Abgesehen von der benötigten Kleidung gehört in mein Urlaubsgepäck eine nicht geringe Zahl an Büchern: Romane, Krimis, Reisebeschreibungen und – das Buch der Bücher! Denn ich habe mir angewöhnt, in den Ferien bewusst eine Zeit für die Bibellesung einzuplanen.
In der Regel gehe ich dabei systematisch vor, indem ich plane dieses oder jenes Buch der Bibel als Ganzes zu lesen. Für die kommende Urlaubszeit habe ich mir das Buch der Psalmen vorgenommen, das mich im Stundengebet zwar das ganze Jahr über begleitet, aber gerade in einer von Verpflichtungen freien Zeit finde ich die Muße, mit einen Psalm auszusuchen, ihn zu lesen und zu meditieren.
Die Psalmen: Begleiter durch das Jahr und Begleiter im Urlaub
Zwei Psalmen möchte ich mir in besonderer Weise vornehmen: Zunächst Psalm 18, der in unserer monastischen Liturgie am Sonntagmorgen in der Vigil vorkommt. Dieser Psalm 18 umfasst 51 Verse, ist also vergleichsweise lang. Die Exegeten ordnen den Königspsalm den Dankliedern zu, weil er von der Errettung der Königs Davids redet (wobei der Psalm nur in Auszügen auf den großen israelitischen König zurückgehen mag). Im Verlauf des Psalms werden viele machtvolle Bilder angeführt, die Gottes Handeln anschaulich darstellen.

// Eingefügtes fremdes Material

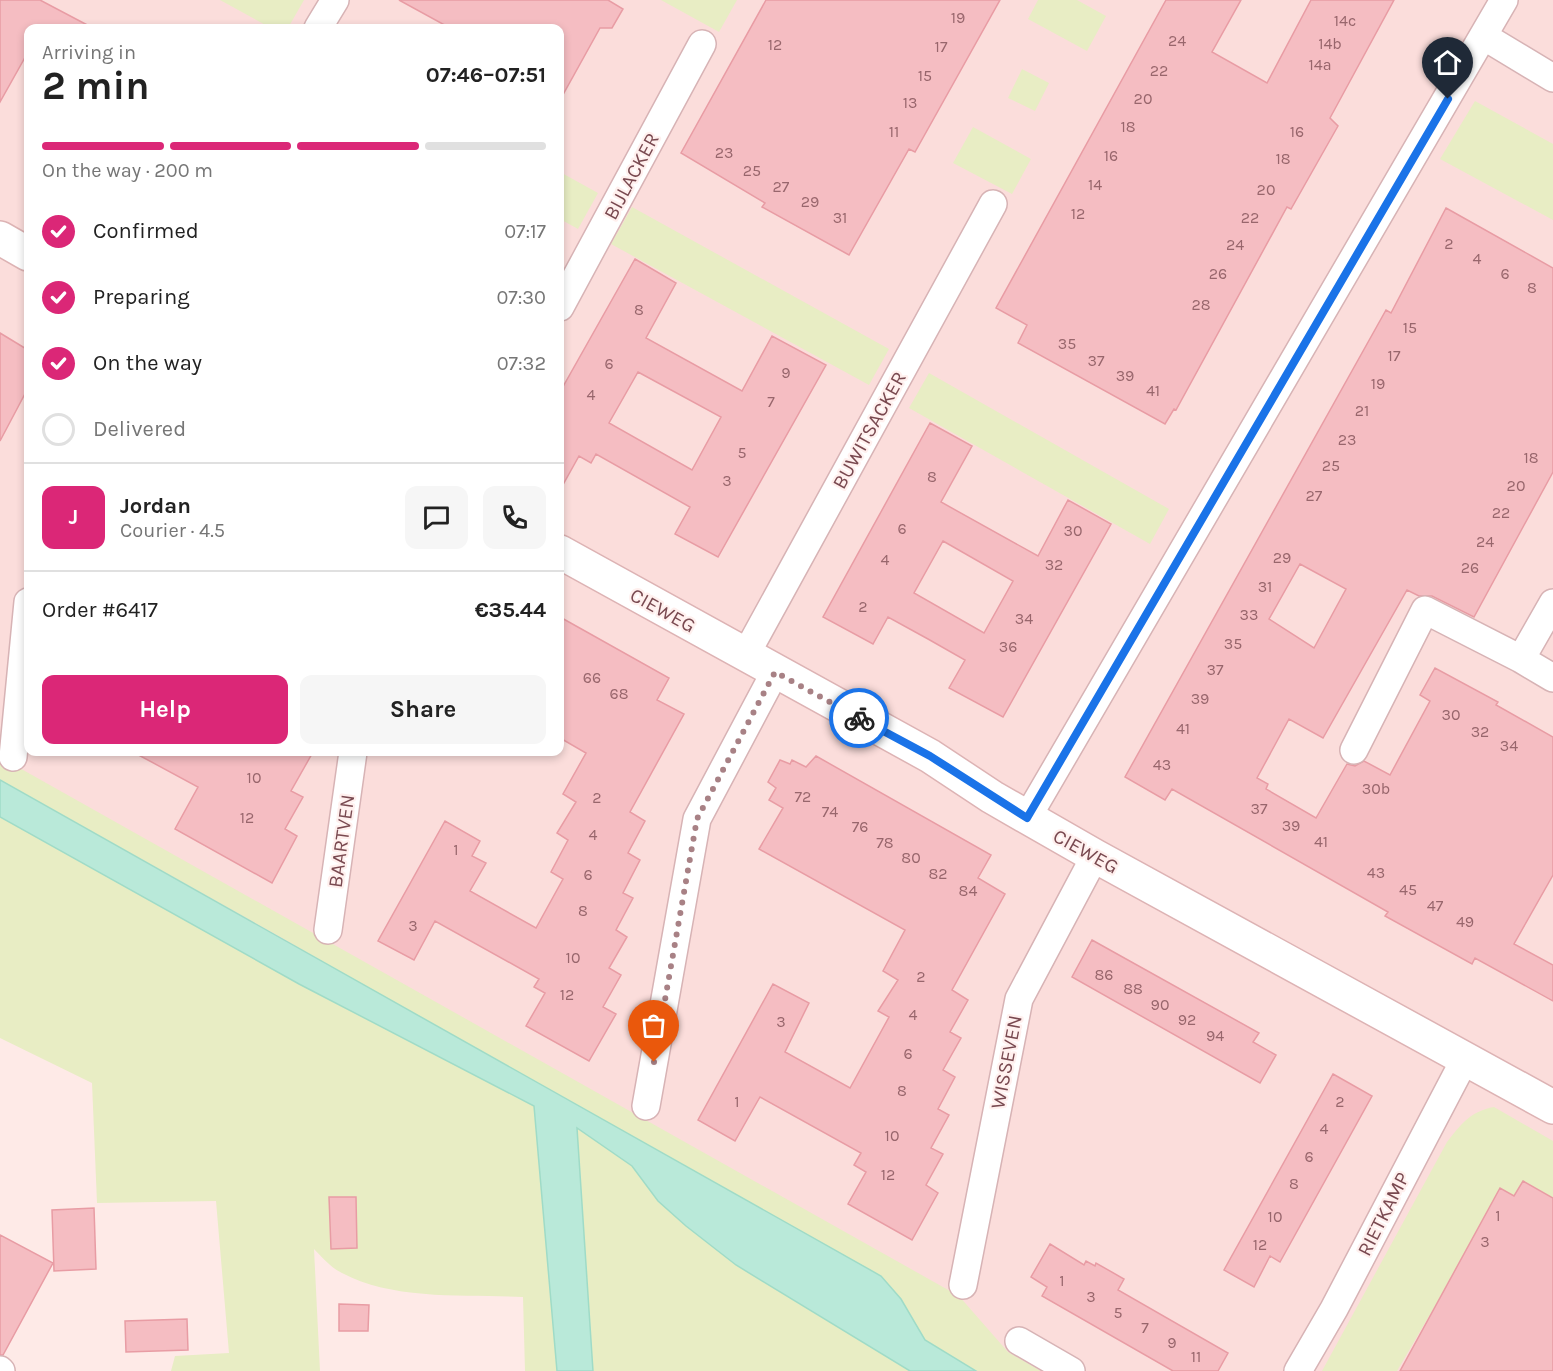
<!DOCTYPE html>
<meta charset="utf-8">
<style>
body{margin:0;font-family:Karla,sans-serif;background:#f6f6f6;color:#222;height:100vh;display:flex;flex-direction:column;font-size:22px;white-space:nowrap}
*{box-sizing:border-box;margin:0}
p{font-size:20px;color:#767676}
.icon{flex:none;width:33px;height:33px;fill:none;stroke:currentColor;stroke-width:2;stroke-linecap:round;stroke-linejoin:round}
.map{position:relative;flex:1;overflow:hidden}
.side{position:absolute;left:24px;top:24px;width:540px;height:732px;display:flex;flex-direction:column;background:#fff;border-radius:12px;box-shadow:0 3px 9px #0003}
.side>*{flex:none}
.pin{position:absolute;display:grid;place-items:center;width:51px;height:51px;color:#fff;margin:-62px -26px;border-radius:50% 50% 50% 0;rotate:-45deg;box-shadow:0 0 6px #0007}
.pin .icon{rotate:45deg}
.courier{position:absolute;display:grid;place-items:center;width:60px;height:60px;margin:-30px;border:4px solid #1a73e8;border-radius:50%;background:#fff;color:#222;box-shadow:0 2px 8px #0007}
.summary em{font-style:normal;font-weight:700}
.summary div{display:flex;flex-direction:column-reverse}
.summary{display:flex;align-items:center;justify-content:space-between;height:102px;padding:0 18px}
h1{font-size:39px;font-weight:700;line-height:45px}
.bar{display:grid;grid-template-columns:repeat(4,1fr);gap:9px 6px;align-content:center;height:72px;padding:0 18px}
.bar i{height:8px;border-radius:4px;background:#e0e0e0}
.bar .selected{background:#db2777}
.bar p{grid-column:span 4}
.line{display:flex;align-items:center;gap:15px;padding:0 18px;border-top:2px solid #e0e0e0}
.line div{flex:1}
.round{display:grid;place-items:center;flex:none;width:63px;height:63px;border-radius:12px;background:#f6f6f6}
ol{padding:0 18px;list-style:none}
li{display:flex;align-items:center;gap:18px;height:66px}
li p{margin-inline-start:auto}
li .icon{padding:6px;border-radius:50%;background:#db2777;color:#fff;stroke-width:4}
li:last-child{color:#767676}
li i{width:33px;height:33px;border:3px solid #e0e0e0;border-radius:50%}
.primary-button{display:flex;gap:12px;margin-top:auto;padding:12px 18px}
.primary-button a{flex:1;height:69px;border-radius:12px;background:#db2777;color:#fff;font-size:24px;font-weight:700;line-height:69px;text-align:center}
.primary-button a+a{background:#f6f6f6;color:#222}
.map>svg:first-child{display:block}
.residential{fill:#fbdddb;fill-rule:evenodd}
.green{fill:#e8edc4}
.water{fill:#b9e9d9;stroke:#9fdbc7;stroke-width:1.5}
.building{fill:#f5bdc2;stroke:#e89ca4;stroke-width:1.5;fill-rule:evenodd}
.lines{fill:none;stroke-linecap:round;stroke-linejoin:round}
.street-casing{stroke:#d7b3b5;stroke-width:30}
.secondary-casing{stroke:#ddb3b4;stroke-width:36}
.street{stroke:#fff;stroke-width:27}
.secondary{stroke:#fff;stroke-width:33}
.done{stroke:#a88185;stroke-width:6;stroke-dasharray:0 10.8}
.route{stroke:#1a73e8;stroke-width:8}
.labels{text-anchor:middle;stroke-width:4.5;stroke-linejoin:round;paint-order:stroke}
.number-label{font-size:16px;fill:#98666c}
.street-label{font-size:20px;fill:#794950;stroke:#fff0ee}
</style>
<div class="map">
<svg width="1553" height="1371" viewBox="0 0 1553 1371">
<rect width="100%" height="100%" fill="#feeae7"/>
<!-- residential -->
<path class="residential" d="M 0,0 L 1553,0 L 1553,1371 L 955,1371 L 813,1273 L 0,797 ZM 28,28 L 560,28 L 560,752 L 28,752 Z"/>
<!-- green -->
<path class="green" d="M 220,0 L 304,0 L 288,28 L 271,28 Z
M 661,0 L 737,0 L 719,32 Z
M 1038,0 L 1077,0 L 1106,16 L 1087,51 L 1028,19 Z
M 1022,69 L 1049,83 L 1035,111 L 1008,98 Z
M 1475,101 L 1553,144 L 1553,220 L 1440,159 Z
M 973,127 L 1031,159 L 1012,194 L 953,163 Z
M 560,172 L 598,193 L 578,229 L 560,219 Z
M 632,207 L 889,349 L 869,385 L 611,244 Z
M 929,373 L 1169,509 L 1150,544 L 909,408 Z
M 0,757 L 959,1296 L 1008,1352 L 1041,1371 L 976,1371 L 925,1340 L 901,1299 L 284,939 L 0,780 Z
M 0,817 L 299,984 L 534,1106 L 557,1371 L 525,1371 L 523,1297 C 464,1294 395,1301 342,1273 C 331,1268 322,1257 314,1249 L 320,1371 L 171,1371 L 175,1356 L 229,1353 L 216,1201 L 97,1203 L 92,1083 L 0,1038 Z
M 1494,1107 L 1553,1141 L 1553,1219 L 1501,1193 L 1397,1371 L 1322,1371 L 1447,1142 C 1461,1124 1471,1111 1494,1107 Z
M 576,1127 L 632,1166 L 658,1201 L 686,1226 L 736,1265 L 910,1371 L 593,1371 Z"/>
<!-- water -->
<path class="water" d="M 0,780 L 881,1276 L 901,1299 L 925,1340 L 976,1371 L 910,1371 L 736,1265 L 686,1226 L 658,1201 L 632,1166 L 577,1128 L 593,1371 L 557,1371 L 534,1106 L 299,984 L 0,817 Z"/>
<!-- building -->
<path class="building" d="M 0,0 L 40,0 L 93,28 L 28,28 L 28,52 L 0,102 Z
M 399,0 L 608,0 L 623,9 L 612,28 L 600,28 L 560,100 L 560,28 L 450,28 Z
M 766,0 L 1000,0 L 915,152 L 909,149 L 849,255 L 762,207 L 765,203 L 681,153 Z
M 1166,0 L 1241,0 L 1212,52 L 1267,83 L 1311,0 L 1394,0 L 1330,118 L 1338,126 L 1291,209 L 1287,207 L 1176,410 L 1174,409 L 1165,424 L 1018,343 L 1027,325 L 996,308 Z
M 1446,208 L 1553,268 L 1553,472 L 1474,617 L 1432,596 L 1419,596 L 1407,590 L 1323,738 L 1289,719 L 1257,778 L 1268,784 L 1266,789 L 1316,818 L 1347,764 L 1355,766 L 1364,761 L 1390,775 L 1430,701 L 1420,695 L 1435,668 L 1498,702 L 1496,705 L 1553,737 L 1553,875 L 1514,944 L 1553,965 L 1553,1001 L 1475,958 L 1472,964 L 1385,916 L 1388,912 L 1172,789 L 1165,800 L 1125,777 L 1386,310 L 1391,313 ZM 1300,564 L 1346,589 L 1314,648 L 1269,619 Z
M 635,259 L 676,283 L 646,338 L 742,391 L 772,336 L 826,365 L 718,557 L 675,534 L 690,507 L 596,454 L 591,463 L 579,456 L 560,490 L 560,392 ZM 638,372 L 721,417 L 692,470 L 609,423 Z
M 0,333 L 28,350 L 28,388 L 0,441 Z
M 930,423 L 972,446 L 941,502 L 1038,556 L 1068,500 L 1111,524 L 1003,717 L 949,688 L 965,660 L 928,639 L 888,617 L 873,644 L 823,617 ZM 943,541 L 1013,581 L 984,633 L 914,593 Z
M 560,617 L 669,678 L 657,700 L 684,714 L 630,812 L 645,821 L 628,853 L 640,860 L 623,893 L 633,898 L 616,930 L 627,937 L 609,968 L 621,975 L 603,1007 L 616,1014 L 589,1061 L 526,1026 L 545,993 L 534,987 L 539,979 L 435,921 L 414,960 L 378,941 L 445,821 L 480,841 L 472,856 L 486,863 L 470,891 L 536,928 L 563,879 L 551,872 L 568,840 L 557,833 L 576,802 L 563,794 L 586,753 L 560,738 Z
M 133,752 L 313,752 L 291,791 L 303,797 L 285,829 L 297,836 L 272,883 L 175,829 L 198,787 Z
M 816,756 L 991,855 L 978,878 L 1005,894 L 952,990 L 968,1000 L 950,1032 L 961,1038 L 943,1070 L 955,1077 L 938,1109 L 949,1115 L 931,1148 L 943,1154 L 926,1185 L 938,1193 L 912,1240 L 848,1204 L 866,1172 L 854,1165 L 861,1153 L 760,1097 L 735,1141 L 698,1120 L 773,984 L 809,1003 L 785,1052 L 850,1088 L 889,1017 L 878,1011 L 898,980 L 883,971 L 905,930 L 759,849 L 783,808 L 769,800 L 776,788 L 768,782 L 780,760 L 790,764 L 792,760 L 806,767 Z
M 1092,940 L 1259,1033 L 1253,1042 L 1276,1055 L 1260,1083 L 1072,977 Z
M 1333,1074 L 1372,1096 L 1280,1262 L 1270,1256 L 1254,1287 L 1224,1270 Z
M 1523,1181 L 1553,1198 L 1553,1371 L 1400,1371 L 1500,1188 L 1514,1196 Z
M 329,1197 L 356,1197 L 357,1248 L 331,1249 Z
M 94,1208 L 96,1269 L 54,1271 L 52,1210 Z
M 0,1235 L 53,1263 L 3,1355 L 0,1355 Z
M 1050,1244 L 1084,1265 L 1086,1261 L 1095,1266 L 1096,1263 L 1124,1279 L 1118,1290 L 1228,1353 L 1218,1371 L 1173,1371 L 1042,1296 L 1047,1287 L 1031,1277 Z
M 339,1304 L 369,1305 L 368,1331 L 339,1331 Z
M 187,1319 L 188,1350 L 126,1352 L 125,1321 Z"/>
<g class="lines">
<!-- street casing -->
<g class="street-casing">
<path id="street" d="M 318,28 L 335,0
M 1485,37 L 1553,78
M 560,307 L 702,44
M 1553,603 L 1521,659 L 1553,678
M 745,656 L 993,204
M 1354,750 L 1425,610 L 1521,659
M 13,757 L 28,602
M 1027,818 L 1504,0
M 328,930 L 353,752
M 646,1106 L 697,819 L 775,672
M 963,1285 L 1019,999 L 1095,856
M 1019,1341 L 1071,1371
M 0,1370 L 1,1371
M 1298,1371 L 1334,1309 L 1466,1057"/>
</g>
<!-- secondary casing -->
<g class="secondary-casing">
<path id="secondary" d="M 0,238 L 28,254
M 560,552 L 930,756 L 992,797 L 1095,856 L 1553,1107"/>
</g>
<!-- street -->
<use href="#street" class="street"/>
<!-- secondary -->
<use href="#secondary" class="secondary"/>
</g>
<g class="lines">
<!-- done -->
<path class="done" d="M 654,1062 L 697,819 L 775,672 L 859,718"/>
<!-- route -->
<path class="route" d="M 859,718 L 930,756 L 1027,818 L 1448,99"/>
</g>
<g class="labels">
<!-- number labels -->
<g class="number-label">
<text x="958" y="23">19</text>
<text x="1345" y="26">14c</text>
<text x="1177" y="46">24</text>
<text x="1330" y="49">14b</text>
<text x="775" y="50">12</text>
<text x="941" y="52">17</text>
<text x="1320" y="70">14a</text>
<text x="1159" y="76">22</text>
<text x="925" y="81">15</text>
<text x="1143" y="104">20</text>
<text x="910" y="108">13</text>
<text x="1128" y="132">18</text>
<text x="894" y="137">11</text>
<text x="1297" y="137">16</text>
<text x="724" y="158">23</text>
<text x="1111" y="161">16</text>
<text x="1283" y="164">18</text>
<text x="752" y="176">25</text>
<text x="1095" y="190">14</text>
<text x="781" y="192">27</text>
<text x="1266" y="195">20</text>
<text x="810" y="207">29</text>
<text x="1078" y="219">12</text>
<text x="840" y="223">31</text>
<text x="1250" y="223">22</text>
<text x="1449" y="249">2</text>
<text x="1235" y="250">24</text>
<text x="1477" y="264">4</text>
<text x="1218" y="279">26</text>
<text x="1505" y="279">6</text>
<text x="1532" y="293">8</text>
<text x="1201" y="310">28</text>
<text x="639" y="315">8</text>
<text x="1410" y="333">15</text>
<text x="1067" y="349">35</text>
<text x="1394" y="361">17</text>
<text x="1096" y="366">37</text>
<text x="609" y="369">6</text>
<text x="786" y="378">9</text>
<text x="1125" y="381">39</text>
<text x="1378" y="389">19</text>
<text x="1153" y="396">41</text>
<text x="591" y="400">4</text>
<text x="771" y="407">7</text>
<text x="1362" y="416">21</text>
<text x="1347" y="445">23</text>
<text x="742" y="458">5</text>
<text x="1531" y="463">18</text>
<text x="1331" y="471">25</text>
<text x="932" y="482">8</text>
<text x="727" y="486">3</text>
<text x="1516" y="491">20</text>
<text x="1314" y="501">27</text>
<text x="1501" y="518">22</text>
<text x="902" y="534">6</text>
<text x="1073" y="536">30</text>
<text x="1485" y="547">24</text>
<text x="1282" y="563">29</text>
<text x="885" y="565">4</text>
<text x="1054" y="570">32</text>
<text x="1470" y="573">26</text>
<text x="1265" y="592">31</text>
<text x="863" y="612">2</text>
<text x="1249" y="620">33</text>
<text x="1024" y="624">34</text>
<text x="1233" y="649">35</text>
<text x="1008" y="652">36</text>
<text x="1215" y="675">37</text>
<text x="592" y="683">66</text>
<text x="619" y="699">68</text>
<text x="1200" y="704">39</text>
<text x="1451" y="720">30</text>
<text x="1183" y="734">41</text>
<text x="1480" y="737">32</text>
<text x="1509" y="751">34</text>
<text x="1162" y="770">43</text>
<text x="254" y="783">10</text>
<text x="1376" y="794">30b</text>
<text x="803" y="802">72</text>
<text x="597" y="803">2</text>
<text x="1259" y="814">37</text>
<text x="830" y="817">74</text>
<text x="247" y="823">12</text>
<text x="1291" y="831">39</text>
<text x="860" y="832">76</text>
<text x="593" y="840">4</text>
<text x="1321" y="847">41</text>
<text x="885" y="848">78</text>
<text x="456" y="855">1</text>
<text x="911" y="863">80</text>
<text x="1376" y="878">43</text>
<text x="938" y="879">82</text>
<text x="588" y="880">6</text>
<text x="1408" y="895">45</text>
<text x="968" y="896">84</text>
<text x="1435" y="911">47</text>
<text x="583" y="916">8</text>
<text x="1465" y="927">49</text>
<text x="413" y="931">3</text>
<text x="573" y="963">10</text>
<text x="1104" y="980">86</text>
<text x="921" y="982">2</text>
<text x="1133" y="994">88</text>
<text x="567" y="1000">12</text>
<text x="1160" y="1010">90</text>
<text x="913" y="1020">4</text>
<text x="1187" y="1025">92</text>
<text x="781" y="1027">3</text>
<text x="1215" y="1041">94</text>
<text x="908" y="1059">6</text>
<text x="902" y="1096">8</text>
<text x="737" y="1107">1</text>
<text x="1340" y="1107">2</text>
<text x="1324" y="1134">4</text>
<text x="892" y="1141">10</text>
<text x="1309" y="1162">6</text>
<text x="888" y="1180">12</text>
<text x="1294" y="1189">8</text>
<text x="1498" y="1221">1</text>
<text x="1275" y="1222">10</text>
<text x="1485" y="1247">3</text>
<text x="1260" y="1250">12</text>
<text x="1062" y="1286">1</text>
<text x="1091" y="1302">3</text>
<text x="1118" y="1318">5</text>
<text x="1145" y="1333">7</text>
<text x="1172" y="1348">9</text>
<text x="1196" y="1362">11</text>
</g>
<!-- street labels -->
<g class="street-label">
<text transform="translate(631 176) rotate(-62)" y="7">BIJLACKER</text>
<text transform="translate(869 430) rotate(-61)" y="7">BUWITSACKER</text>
<text transform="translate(663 610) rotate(29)" y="7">CIEWEG</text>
<text transform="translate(341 841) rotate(-82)" y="7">BAARTVEN</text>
<text transform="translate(1086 851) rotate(29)" y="7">CIEWEG</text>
<text transform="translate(1006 1062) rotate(-79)" y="7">WISSEVEN</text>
<text transform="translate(1383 1214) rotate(-63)" y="7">RIETKAMP</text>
</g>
</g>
</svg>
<div class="pin" style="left:654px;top:1062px;background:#ea580c"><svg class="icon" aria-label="bag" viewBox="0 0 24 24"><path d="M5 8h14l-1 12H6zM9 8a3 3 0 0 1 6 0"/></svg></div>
<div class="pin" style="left:1448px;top:99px;background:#1f2937"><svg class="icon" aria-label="home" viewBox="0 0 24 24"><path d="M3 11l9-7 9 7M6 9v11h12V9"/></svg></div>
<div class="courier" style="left:859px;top:718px"><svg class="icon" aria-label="bike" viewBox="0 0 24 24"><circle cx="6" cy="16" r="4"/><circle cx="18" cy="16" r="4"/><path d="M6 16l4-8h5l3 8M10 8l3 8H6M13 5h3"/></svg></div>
<section class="side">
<div class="summary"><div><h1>2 min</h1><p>Arriving in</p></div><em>07:46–07:51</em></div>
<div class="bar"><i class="selected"></i><i class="selected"></i><i class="selected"></i><i></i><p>On the way · 200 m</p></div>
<ol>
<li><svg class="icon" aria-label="check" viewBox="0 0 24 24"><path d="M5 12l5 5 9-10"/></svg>Confirmed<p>07:17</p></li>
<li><svg class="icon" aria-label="check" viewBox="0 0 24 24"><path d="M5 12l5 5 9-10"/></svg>Preparing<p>07:30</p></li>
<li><svg class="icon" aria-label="check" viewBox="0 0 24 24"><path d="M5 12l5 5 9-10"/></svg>On the way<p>07:32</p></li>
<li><i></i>Delivered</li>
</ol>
<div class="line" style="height:108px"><b class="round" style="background:#db2777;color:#fff">J</b><div><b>Jordan</b><p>Courier · 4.5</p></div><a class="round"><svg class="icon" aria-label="chat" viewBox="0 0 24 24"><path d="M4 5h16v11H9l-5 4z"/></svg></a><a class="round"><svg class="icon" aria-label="phone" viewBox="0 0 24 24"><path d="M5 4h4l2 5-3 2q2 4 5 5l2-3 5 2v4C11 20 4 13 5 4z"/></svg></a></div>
<div class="line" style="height:78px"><div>Order #6417</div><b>€35.44</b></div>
<div class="primary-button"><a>Help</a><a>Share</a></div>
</section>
</div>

Der Gott der Weite leuchtet auf
Ein Vers aus besagtem Psalm hat es mir besonders angetan, nämlich Vers 20, der im Gotteslob mit Vers 29 verbunden als Kehrvers unter der Nummer 629,1 erscheint: „Du führst mich hinaus ins Weite, du machst meine Finsternis hell.“
Ja, gerade im Urlaub im Urlaub – in der Ferne und weitab vom Alltag – kann ich neu spüren, dass Gott nicht möchte, dass seine Geschöpfe engherzig sind. Im Gegenteil: Er führt mich hinaus ins Weite und macht meine Finsternis hell!
Der bewegte und bewegende Gott leuchtet auf
Ein weiterer Psalm ist mir sehr ans Herz gewachsen und soll mich in der Ferienzeit begleiten, nämlich Psalm 114: Er ist der große Lobpreis auf den Auszug Israels aus Ägypten. Der sieghafte Erlösergott von Psalm 114 ist auch der Gott des neuen Bundes. Und sein mächtiges Handeln an seinem Bundesvolk gilt auch dem Volk des neuen Bundes.
Dabei ist das im Psalm verheißene zukünftige Heilswalten Gottes für uns Christen schon Wahrheit geworden. Denn durch Jesu Auferweckung und Erhöhung bin ich dem negativen Bereich der Sünde und des Todes entrissen und an das Ufer des neuen Lebens gebracht. Darum ist Psalm 114 der Prototyp des Liedes der erlösten Christen, weshalb er in der Vesper an den großen Hochfesten des Kirchenjahres und an jedem Sonntag in der Vesper erklingt.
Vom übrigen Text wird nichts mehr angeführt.